Firefox 68.0 esni (encrypted sni) error

I use Firefox 68.0 with “network.security.esni.enabled” about:config flag enabled. I pass the tests in “https://www.cloudflare.com/ssl/encrypted-sni/” (except Secure DNS because I use nextdns.io instead of 1.1.1.1 it also supports DoH) and sometimes when I visit sites which supports esni (all TLS 1.3 Cloudflare sites) I see the error “SSL_ERROR_MISSING_ESNI_EXTENSION” and have to refresh to enter the site. Any help or idea why this happens?

1 Like

Google turns up this result (disabling their local anti-virus fixed it):

I don’t use any anti-virus software or Windows Defender etc. I am running GNU/Linux. I am really interested in the root cause of this problem. Is this a problem with Cloudflare not supporting any other DoH DNS with ESNI or a problem in Firefox or a problem with nextdns? :thinking:

I first contacted nextdns about it, thought it was a problem with DNS then I noticed that it has somethinng to do with ESNI because it only happens in sites which uses TLS 1.3 and Cloudflare (AFAIK Cloudflare is still the only ESNI provider)

So I can say it has nothing to do with nextdns. Its either a problem if someone uses another DoH supported DNS other than 1.1.1.1 or a problem in Firefox, not sure. I will switch to 1.1.1.1 and see if I have problems.

Edit: I also see it with 1.1.1.1

Hello,

I do have the same issue, I also reported it to Mozilla in order to check from their side.
I have Firefox version 68.0 and I activated DoH and ESNI from “about:config” in Firefox.

Here are the changes that I did:

network.trr.mode;3
network.trr.bootstrapAddress;1.1.1.1
network.trr.uri;https://mozilla.cloudflare-dns.com/dns-query
network.security.esni.enabled;true

With those settings, some websites are working fine no problem at all, but some others are issuing this errir message: SSL_ERROR_MISSING_ESNI_EXTENSION
And in order for me to get access to this website I have to set the value of “network.security.esni.enabled” to “false”.

Can you please investigate if that is a problem from your side (Cloudflare) or maybe Mozilla?
I do have this error occuring when visiting this site for example: https://www.frandroid.com/

Thanks in advance for your help!

1 Like

Great, after some thinking :thinking: I realized that I started to see if after I have upgraded to Firefox 68.0. I also created a new Firefox Profile and same happened.

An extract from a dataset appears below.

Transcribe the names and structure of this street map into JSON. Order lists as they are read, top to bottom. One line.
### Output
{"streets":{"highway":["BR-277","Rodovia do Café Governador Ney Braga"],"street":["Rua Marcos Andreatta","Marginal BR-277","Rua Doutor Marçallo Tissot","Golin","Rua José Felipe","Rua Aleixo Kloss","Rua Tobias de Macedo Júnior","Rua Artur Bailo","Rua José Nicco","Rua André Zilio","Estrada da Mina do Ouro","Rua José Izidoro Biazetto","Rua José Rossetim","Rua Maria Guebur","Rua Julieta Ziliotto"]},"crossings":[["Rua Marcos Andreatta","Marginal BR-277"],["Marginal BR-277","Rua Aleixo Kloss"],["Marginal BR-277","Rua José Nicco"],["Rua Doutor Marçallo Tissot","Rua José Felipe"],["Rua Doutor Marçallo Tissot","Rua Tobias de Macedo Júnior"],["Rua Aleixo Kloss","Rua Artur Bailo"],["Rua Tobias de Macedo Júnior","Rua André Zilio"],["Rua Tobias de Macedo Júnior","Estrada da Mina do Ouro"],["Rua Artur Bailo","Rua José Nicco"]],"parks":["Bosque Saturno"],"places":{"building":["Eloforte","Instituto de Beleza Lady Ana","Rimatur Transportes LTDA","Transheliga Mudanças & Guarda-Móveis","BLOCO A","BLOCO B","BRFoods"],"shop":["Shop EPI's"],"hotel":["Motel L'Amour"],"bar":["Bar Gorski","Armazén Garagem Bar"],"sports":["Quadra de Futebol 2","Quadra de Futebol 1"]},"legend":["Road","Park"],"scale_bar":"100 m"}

Looks like a problem in Firefox. Will also play with Firefox Nightly and see if I have this problem over there. @Snoobz can you share the link where you have to reported Mozilla?

Hello,

Here is the link to the BugZilla website where I reported that issue @firefoxesni
Link: https://bugzilla.mozilla.org/show_bug.cgi?id=1566175

I hope that I reported it in the correct section…

1 Like

Go figure…this just bit me. Rocket Loader from ajax.Cloudflare.com wouldn’t load due to this.

Update: And if that isn’t confusing enough, I don’t get this error on a different site using Rocket Loader.

Some more info:

I was wrong about nextdns. It mostly happens when I use nextdns, rarely happens when I use 1.1.1.1 currently I am using blahdns.com and never saw it again. So it is probably a DNS provider problem. I had not these errors before Firefox 68.0 maybe also a change was made to the browser. I really don’t know. Since we are on Cloudflare forum I would like some information about 1.1.1.1 if it has some problem or not. Else there is no need to discuss other services or Firefox here. @Snoobz can you also try to use blahdns and report back?

network.trr.mode;3
network.trr.bootstrapAddress;159.69.198.101
network.trr.uri;https://doh-de.blahdns.com/dns-query
network.security.esni.enabled;true

2 Likes

@firefoxesni Hello,

So I tried your settings and it does the same exact error.

There were some mistake in your example

network.trr.mode;3
network.trr.bootstrapAddress; 9.9.9.9 or 1.0.0.1 or 8.8.8.8
network.trr.uri;https://doh-de.blahdns.com/dns-query
network.security.esni.enabled;true

Cuz network.trr.bootstrapAddress will use this DNS IP to do first time resolve https://doh-de.blahdns.com and get to know this DoH is pointing to IP:159.69.198.101
Second is blahdns.com wont support plain text UDP 53 DNS, so it doesnt make sense put IP:159.69.198.101 as network.trr.bootstrapAddress.

Reference

  1. https://daniel.haxx.se/blog/2018/06/03/inside-firefoxs-doh-engine/ ( network.trr.bootstrapAddress)

This topic was automatically closed after 30 days. New replies are no longer allowed.